Yeah, well, that's natural. If you perform const / X, result becomes less and less different from last as you increase X.
Let's consider 1 Workshop, 1 Living Quarters, and 50 Engineers. 46 Engineers could work on scanners at the same time. That gives you 33,120 Engineer hours per month. At 220 hours per scanner, this group would make 150 scanners every month. That costs $34,000 * 150 or $5,100,000 for supplies plus $1,250,000 for engineer salaries, plus $45,000 maintenance on the Workshop and Living Quarters, or $6,395,000. Dividing that by 150 means it costs you an average of $42,633 to make a Motion Scanner.
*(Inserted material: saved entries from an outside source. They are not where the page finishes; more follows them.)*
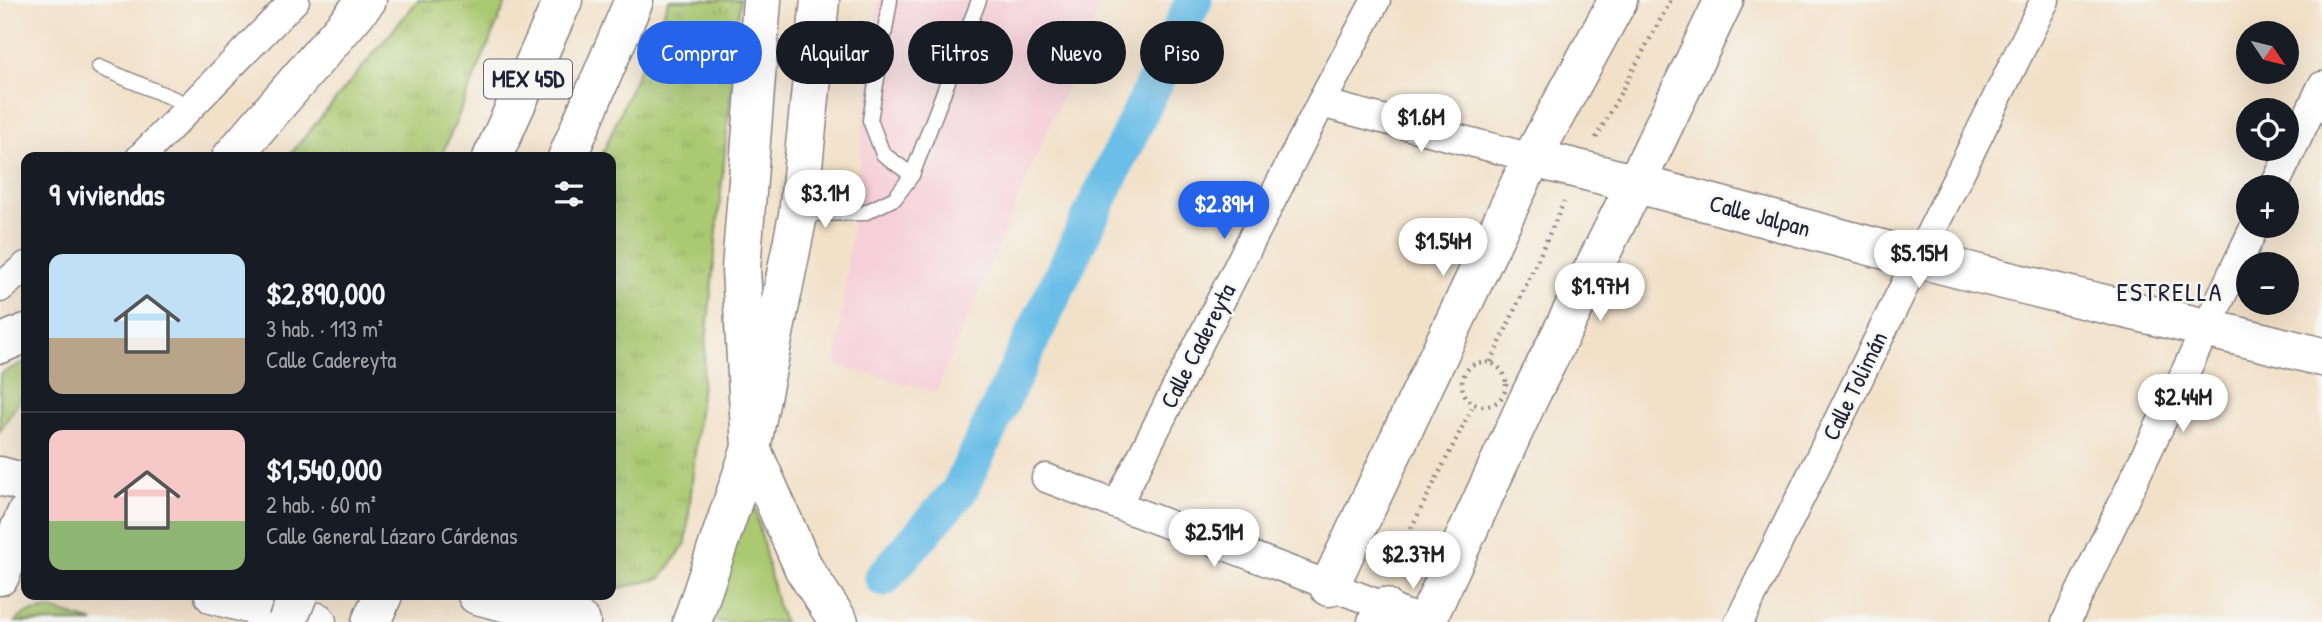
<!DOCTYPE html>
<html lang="es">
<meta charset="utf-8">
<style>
body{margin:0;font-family:"Patrick Hand",sans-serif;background:#242831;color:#f1f3f6;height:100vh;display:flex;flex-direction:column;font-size:26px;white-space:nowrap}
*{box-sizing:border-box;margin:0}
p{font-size:23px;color:#9ea1a6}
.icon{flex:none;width:38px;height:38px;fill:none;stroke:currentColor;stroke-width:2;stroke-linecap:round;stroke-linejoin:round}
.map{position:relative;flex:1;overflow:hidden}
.details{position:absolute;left:21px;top:152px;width:595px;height:448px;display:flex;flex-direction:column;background:#171b24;border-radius:14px;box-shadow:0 7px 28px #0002}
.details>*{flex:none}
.hud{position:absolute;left:637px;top:21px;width:665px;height:63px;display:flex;gap:14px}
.needle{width:46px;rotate:125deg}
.controls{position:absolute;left:2236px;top:21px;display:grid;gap:14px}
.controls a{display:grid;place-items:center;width:63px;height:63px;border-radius:50%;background:#171b24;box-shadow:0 7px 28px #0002;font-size:35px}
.price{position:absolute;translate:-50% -60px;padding:0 16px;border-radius:24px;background:#fff;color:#222;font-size:23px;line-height:46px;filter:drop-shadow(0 2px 4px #0008)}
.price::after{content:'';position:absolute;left:50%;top:42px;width:21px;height:16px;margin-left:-10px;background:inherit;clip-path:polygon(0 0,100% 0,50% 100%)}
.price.selected{background:#2563eb;color:#fff}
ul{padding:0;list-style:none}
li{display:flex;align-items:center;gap:21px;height:175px;padding:0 28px}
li+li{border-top:2px solid #363941}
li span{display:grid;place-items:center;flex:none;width:196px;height:140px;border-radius:14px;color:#555}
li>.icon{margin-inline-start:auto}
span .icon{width:84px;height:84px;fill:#fffc;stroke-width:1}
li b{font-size:30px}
h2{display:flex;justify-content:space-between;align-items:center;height:84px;padding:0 28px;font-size:30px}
.pill{padding:0 24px;border-radius:32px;background:#171b24;box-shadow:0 7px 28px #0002;font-size:24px;line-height:63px}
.pill.selected{background:#2563eb;color:#fff}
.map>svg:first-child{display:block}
</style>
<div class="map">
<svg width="2322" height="622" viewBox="0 0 2322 622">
<defs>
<pattern id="grass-tufts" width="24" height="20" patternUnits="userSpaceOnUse" patternTransform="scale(1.75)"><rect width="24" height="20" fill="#aac971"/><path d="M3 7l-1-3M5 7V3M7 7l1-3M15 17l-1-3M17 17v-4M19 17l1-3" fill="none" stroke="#92ac63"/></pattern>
</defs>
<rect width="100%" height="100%" fill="#f6f6f2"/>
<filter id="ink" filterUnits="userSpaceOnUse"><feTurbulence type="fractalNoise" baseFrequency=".0143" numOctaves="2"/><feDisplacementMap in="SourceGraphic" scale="14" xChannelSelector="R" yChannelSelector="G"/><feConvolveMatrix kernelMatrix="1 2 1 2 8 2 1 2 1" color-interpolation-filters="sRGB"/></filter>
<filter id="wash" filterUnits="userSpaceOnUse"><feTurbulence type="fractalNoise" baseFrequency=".00686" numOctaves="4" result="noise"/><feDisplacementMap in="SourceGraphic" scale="28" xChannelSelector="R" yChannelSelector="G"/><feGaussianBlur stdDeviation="1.57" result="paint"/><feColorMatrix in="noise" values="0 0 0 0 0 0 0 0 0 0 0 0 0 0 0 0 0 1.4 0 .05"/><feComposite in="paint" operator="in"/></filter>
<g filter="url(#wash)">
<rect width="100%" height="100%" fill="#f2e1c9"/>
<path fill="#f6cfd8" d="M878,0H1103L936,392L836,365Z"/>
<g fill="url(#grass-tufts)" stroke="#667656" stroke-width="2">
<path d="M418,0H507L441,157H288Z"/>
<path d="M669,0H740L686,543L661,578L620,588L611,586V158L601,157Z"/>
<path d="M51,609L94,622H15L26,613Z"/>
</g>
<g fill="#aac971" stroke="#667656" stroke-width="2">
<path d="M26,361V390L0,431V374Z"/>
<path d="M752,495L777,604L784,622H705Z"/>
</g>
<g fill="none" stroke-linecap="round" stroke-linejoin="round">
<path stroke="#6bbee7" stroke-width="37" d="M883,578L959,491L1194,0"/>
</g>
</g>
<g filter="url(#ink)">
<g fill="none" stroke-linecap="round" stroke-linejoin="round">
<g stroke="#8a8282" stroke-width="17">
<g id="lane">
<path d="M890,0L870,120L883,154L912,175"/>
<path d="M99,67L191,106"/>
<path d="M801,214L864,213L895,198L912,175L979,0"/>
</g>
</g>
<g stroke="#8a8282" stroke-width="31">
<g id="street">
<path d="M1321,103L1532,158"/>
<path d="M140,158L295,0"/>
<path d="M2274,187L2322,86"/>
<path d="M0,288L26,266"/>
<path d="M1046,478L1426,622"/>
<path d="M1117,505L1321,103L1376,0"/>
<path d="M1739,622L2045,0"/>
<path d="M2066,622L2255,226"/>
</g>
</g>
<g stroke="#8a8282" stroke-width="41">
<g id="secondary">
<path d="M231,158L367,0"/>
<path d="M1532,158C1661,188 1788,225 1916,258C2051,293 2187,322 2322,357"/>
<path d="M0,344L26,333"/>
<path d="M751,448L804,569L839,622"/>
<path d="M0,476L26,483"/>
<path d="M0,576L26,514"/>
<path d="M1329,587L1532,158L1618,0"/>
<path d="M214,595L317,622"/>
<path d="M477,595L581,622"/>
<path d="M692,622L751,448L798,215L820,0"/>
<path d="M1377,622L1384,607"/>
<path d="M1426,622L1529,398L1636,183L1724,0"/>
</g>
</g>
<g stroke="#8a8282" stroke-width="41">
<g id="highway">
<path d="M492,158L563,0"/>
<path d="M567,158L634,0"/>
<path d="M751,448L741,269L762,0"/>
<path d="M371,622L383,595"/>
</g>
</g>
<g stroke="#8a8282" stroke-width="4.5" stroke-dasharray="2 5" stroke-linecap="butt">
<path d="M1596,138L1671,0"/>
<circle cx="1484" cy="384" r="22"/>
<path d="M1491,362L1564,202"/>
<path d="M1389,572L1474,404"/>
</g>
<use href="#lane" stroke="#fff" stroke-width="14"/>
<use href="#street" stroke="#fff" stroke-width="28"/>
<use href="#secondary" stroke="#fff" stroke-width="38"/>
<use href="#highway" stroke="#fff" stroke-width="38"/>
<g stroke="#8a8282" stroke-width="41" stroke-linecap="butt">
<path id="highway-bridge" d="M287,622L298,595"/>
</g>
<use href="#highway-bridge" stroke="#fff" stroke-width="38"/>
</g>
</g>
<g text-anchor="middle" stroke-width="5" stroke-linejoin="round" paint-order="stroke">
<rect fill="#f6f6f2" stroke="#626272" stroke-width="2" x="484" y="59.5" width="88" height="39" rx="5"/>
<g font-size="23" font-weight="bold" fill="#22223b">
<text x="528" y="87">MEX 45D</text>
</g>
<g font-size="24" fill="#22223b" stroke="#f6f6f2">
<text transform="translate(1760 216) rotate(15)" y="8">Calle Jalpan</text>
<text transform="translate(1198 346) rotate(-63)" y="8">Calle Cadereyta</text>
<text transform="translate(1855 386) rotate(-64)" y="8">Calle Tolimán</text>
</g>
<g font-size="26" letter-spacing="2" fill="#22223b" stroke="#f6f6f2">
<text x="2170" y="301">ESTRELLA</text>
</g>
</g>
</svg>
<div class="controls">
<a><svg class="needle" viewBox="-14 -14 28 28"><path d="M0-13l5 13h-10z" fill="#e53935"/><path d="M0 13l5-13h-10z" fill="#9ea1a6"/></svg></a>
<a><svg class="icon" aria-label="locate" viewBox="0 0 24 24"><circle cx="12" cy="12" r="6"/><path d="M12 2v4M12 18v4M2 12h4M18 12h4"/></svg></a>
<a>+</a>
<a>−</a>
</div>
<b class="price" style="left:1421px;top:154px">$1.6M</b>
<b class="price" style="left:825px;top:230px">$3.1M</b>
<b class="price selected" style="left:1224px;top:241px">$2.89M</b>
<b class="price" style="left:1443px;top:278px">$1.54M</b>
<b class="price" style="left:1919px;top:290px">$5.15M</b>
<b class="price" style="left:1600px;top:323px">$1.97M</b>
<b class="price" style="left:2183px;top:434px">$2.44M</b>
<b class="price" style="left:1214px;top:569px">$2.51M</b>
<b class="price" style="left:1413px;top:591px">$2.37M</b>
<div class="hud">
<a class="pill selected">Comprar</a>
<a class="pill">Alquilar</a>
<a class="pill">Filtros</a>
<a class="pill">Nuevo</a>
<a class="pill">Piso</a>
</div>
<section class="details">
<h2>9 viviendas<svg class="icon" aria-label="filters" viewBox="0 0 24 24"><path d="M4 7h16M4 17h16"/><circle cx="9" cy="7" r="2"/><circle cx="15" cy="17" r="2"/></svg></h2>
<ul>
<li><span style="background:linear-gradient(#bfe0f5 60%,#b9a48a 0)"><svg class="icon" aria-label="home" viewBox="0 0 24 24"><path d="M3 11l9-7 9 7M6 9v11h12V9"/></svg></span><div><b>$2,890,000</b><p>3 hab. · 113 m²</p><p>Calle Cadereyta</p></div></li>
<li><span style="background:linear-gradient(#f6c9c9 65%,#8fb573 0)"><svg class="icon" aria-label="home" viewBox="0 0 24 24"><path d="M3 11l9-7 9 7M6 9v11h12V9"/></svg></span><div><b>$1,540,000</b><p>2 hab. · 60 m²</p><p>Calle General Lázaro Cárdenas</p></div></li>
</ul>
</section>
</div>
This isn't a whole lot larger than the earlier calculation. There is, of course, some loss due to math issues, but less than when having 196 engineers working. (After the 5th hour, 230 engineer hours were used, and 10 of those were wasted.)
would make 150 scanners every month
Your calculations are not done properly. If you want to account for wasted hours, you are going to do this:
Product_made = max(floor(720 / (ceil(man_hours/engineers_assigned))), 1)
Floor - rounding to zero (5.4 ==> 5)
Ceil - rounding to one (5.1 ==> 6)
Max - maximum, duh. (0.5, 1 ==> 1)
720 - amount of hours in an average month (24 * 30). It's 744 in case of 31 day month.